Across the records, find how many lines include the string "controls" and answer with only the figure.
[[ RECORDS FOR THIS TASK, beginning ]]
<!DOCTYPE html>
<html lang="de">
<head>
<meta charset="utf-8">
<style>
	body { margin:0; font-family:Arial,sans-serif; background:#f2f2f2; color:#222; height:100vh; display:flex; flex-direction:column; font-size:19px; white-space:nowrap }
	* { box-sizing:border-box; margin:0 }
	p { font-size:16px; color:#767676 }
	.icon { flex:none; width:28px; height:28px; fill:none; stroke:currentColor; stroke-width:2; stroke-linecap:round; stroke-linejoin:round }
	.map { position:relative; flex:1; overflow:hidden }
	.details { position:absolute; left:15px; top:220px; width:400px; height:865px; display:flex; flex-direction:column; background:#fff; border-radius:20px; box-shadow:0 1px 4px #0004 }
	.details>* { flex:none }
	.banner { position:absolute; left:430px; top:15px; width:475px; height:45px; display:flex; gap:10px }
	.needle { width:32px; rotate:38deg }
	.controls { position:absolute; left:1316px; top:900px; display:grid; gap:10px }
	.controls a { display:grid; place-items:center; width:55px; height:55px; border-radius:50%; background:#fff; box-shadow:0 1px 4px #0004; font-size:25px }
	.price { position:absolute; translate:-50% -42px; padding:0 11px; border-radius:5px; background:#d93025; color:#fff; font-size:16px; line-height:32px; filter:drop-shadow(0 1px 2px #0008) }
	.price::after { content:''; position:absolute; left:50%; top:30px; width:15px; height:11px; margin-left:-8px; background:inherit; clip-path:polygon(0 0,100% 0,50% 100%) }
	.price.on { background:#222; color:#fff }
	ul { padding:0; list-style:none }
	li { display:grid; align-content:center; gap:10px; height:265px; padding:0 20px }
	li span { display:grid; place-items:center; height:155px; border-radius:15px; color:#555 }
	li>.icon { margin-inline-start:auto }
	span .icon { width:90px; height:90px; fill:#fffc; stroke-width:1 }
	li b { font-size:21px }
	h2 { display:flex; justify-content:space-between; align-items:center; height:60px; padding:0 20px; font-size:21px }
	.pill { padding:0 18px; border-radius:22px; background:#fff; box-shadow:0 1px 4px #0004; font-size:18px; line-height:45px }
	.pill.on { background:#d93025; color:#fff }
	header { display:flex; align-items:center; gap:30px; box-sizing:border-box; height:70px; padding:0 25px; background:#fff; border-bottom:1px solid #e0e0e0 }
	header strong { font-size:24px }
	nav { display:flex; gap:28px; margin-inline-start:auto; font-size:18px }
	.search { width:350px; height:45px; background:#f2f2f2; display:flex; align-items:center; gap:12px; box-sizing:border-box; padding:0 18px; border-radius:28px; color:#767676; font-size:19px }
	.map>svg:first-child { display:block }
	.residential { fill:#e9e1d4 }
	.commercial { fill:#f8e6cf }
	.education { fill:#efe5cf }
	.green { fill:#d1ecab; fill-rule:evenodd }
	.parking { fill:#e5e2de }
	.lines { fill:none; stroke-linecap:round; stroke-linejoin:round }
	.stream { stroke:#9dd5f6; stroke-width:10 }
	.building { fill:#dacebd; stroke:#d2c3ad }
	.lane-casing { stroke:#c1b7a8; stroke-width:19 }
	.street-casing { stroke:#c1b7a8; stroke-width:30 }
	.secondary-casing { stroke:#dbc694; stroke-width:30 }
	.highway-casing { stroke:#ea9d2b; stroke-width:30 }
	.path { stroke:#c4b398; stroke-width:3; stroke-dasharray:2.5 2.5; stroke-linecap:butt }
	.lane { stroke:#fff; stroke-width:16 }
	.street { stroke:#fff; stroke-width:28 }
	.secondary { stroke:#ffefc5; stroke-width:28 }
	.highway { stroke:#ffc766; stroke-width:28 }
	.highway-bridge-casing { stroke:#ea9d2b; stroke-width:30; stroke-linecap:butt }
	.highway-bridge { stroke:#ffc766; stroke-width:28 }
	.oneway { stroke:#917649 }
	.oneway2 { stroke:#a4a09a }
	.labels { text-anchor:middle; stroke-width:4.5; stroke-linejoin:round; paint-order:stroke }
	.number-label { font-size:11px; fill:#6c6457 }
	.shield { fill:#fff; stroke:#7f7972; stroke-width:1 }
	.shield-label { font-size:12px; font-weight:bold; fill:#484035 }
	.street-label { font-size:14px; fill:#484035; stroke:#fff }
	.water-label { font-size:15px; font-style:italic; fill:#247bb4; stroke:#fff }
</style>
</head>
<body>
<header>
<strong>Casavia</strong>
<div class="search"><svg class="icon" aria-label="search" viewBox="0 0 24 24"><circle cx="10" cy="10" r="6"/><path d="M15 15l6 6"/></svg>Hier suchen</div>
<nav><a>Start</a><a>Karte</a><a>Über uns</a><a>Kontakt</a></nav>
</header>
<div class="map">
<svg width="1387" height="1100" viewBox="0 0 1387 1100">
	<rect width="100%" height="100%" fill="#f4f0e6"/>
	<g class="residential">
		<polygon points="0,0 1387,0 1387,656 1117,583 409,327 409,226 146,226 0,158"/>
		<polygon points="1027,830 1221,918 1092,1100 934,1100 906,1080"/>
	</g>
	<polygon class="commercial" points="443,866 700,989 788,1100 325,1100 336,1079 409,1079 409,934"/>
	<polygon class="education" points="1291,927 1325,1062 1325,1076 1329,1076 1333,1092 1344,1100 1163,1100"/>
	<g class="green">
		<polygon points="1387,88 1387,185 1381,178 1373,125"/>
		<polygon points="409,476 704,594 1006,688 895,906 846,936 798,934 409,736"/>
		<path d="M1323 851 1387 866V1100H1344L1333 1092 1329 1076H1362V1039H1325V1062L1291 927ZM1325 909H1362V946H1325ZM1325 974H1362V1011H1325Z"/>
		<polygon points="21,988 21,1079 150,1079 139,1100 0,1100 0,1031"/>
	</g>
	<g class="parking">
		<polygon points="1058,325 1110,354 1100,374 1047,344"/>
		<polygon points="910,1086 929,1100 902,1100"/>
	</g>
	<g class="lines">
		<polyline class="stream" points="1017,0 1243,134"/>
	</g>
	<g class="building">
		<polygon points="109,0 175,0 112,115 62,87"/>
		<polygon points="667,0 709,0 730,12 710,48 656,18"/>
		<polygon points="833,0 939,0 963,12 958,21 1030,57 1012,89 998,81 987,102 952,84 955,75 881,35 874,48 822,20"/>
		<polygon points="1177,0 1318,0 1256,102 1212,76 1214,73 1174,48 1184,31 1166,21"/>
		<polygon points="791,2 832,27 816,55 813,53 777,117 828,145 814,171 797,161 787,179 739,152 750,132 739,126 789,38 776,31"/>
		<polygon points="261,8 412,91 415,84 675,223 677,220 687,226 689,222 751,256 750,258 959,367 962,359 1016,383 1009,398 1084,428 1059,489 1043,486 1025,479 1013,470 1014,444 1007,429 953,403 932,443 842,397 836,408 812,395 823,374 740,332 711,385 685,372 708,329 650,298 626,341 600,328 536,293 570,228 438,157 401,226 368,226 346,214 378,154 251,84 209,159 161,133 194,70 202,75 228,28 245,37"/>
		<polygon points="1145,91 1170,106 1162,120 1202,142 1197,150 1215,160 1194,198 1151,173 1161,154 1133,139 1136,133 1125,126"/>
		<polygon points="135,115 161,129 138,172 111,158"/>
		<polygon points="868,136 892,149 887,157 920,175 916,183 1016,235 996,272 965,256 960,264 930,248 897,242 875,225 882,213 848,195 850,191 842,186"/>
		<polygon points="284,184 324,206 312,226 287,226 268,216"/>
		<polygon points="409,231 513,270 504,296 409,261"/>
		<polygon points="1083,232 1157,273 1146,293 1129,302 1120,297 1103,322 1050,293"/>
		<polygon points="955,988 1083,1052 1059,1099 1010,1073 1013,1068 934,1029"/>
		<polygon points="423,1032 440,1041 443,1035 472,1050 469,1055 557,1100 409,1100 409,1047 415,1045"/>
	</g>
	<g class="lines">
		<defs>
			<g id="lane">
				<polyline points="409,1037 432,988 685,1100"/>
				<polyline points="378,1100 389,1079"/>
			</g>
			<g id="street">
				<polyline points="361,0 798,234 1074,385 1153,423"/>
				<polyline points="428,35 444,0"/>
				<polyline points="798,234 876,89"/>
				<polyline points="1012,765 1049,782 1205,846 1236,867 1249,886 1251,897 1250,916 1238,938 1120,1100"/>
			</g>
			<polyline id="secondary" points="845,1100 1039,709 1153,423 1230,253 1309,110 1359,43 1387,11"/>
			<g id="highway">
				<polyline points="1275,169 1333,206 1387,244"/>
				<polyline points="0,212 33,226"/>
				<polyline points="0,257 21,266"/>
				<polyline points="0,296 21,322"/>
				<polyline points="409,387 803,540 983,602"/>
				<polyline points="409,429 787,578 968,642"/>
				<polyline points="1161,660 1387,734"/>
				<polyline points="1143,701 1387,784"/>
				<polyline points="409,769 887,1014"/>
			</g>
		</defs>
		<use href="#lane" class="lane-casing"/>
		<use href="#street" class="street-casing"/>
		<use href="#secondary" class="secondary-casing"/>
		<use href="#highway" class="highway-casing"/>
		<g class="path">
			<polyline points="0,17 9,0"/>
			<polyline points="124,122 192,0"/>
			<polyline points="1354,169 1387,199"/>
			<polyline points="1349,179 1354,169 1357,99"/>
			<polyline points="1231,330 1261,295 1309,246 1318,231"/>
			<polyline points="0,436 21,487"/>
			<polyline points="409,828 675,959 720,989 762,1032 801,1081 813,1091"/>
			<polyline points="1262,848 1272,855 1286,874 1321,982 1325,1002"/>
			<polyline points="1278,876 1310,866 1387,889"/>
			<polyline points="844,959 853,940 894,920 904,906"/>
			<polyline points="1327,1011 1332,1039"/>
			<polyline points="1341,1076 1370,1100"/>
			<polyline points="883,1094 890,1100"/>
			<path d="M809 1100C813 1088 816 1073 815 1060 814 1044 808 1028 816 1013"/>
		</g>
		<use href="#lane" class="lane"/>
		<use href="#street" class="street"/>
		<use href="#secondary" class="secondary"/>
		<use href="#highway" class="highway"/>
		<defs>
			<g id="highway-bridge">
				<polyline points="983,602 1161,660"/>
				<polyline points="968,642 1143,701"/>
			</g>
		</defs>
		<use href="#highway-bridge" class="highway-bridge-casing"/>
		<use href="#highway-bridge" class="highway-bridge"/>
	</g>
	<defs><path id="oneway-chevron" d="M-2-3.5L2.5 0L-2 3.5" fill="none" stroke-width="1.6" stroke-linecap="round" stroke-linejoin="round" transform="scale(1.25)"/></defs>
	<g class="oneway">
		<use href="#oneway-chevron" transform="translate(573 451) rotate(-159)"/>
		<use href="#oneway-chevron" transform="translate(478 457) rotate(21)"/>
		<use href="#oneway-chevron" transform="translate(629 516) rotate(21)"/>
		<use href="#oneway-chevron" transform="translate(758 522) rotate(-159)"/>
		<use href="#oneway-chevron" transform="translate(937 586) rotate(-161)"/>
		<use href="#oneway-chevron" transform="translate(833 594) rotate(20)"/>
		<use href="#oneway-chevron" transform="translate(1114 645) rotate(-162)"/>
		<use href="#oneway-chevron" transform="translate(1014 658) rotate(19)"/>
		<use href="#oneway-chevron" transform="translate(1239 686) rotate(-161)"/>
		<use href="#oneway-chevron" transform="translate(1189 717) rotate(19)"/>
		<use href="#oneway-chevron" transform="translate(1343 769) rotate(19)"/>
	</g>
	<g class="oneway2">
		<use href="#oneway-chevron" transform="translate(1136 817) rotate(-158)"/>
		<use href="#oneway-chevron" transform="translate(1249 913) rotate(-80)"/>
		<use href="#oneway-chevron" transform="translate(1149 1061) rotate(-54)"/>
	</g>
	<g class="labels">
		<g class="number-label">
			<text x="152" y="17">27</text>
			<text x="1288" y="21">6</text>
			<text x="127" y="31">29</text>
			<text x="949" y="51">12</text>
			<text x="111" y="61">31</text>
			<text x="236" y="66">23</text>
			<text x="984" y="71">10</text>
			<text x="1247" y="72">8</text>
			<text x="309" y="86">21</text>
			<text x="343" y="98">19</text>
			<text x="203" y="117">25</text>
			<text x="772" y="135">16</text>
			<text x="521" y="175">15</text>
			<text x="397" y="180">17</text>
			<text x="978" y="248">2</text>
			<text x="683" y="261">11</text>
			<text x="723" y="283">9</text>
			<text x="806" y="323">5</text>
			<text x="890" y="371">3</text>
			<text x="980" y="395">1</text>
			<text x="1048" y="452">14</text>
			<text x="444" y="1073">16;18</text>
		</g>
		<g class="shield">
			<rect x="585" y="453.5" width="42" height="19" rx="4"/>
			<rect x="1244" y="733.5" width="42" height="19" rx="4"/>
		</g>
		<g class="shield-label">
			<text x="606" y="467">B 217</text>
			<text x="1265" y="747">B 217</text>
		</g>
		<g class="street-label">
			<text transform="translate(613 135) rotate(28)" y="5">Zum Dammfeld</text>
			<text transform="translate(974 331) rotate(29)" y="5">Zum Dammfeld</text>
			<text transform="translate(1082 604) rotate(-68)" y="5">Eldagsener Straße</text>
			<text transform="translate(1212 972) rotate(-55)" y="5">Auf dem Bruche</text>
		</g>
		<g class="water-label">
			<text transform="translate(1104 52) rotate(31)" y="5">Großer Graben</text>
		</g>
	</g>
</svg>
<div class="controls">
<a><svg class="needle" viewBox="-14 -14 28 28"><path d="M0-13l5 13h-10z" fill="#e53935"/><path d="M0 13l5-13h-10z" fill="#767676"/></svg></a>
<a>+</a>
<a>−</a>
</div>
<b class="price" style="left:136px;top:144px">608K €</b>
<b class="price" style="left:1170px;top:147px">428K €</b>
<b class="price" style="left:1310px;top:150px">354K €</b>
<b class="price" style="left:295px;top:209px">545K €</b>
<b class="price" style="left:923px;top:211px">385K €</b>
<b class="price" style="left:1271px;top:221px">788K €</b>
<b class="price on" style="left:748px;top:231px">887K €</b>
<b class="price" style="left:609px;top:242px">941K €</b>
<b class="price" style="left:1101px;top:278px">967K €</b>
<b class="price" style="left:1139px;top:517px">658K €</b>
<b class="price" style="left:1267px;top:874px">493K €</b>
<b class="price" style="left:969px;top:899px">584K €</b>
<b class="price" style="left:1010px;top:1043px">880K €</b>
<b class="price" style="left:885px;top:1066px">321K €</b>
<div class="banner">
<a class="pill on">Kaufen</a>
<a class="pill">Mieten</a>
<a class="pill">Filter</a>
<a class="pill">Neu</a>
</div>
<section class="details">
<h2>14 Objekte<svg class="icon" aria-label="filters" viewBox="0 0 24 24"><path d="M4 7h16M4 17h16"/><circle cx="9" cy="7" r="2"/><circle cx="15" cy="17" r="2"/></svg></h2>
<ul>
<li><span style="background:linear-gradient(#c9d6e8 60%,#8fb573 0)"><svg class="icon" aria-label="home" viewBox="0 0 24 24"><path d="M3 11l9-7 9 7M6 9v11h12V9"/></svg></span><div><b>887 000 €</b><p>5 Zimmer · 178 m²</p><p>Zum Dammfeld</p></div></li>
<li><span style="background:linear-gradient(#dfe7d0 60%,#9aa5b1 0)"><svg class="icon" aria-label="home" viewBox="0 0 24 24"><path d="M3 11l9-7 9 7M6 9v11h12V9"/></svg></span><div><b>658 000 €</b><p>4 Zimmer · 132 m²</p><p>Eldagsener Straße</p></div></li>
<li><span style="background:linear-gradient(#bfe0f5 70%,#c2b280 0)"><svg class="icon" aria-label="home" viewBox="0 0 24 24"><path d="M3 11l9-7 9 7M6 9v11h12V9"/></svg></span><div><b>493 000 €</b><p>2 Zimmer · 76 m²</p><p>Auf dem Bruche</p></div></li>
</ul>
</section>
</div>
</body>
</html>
[[ RECORDS FOR THIS TASK, end ]]
THE ANSWER. 3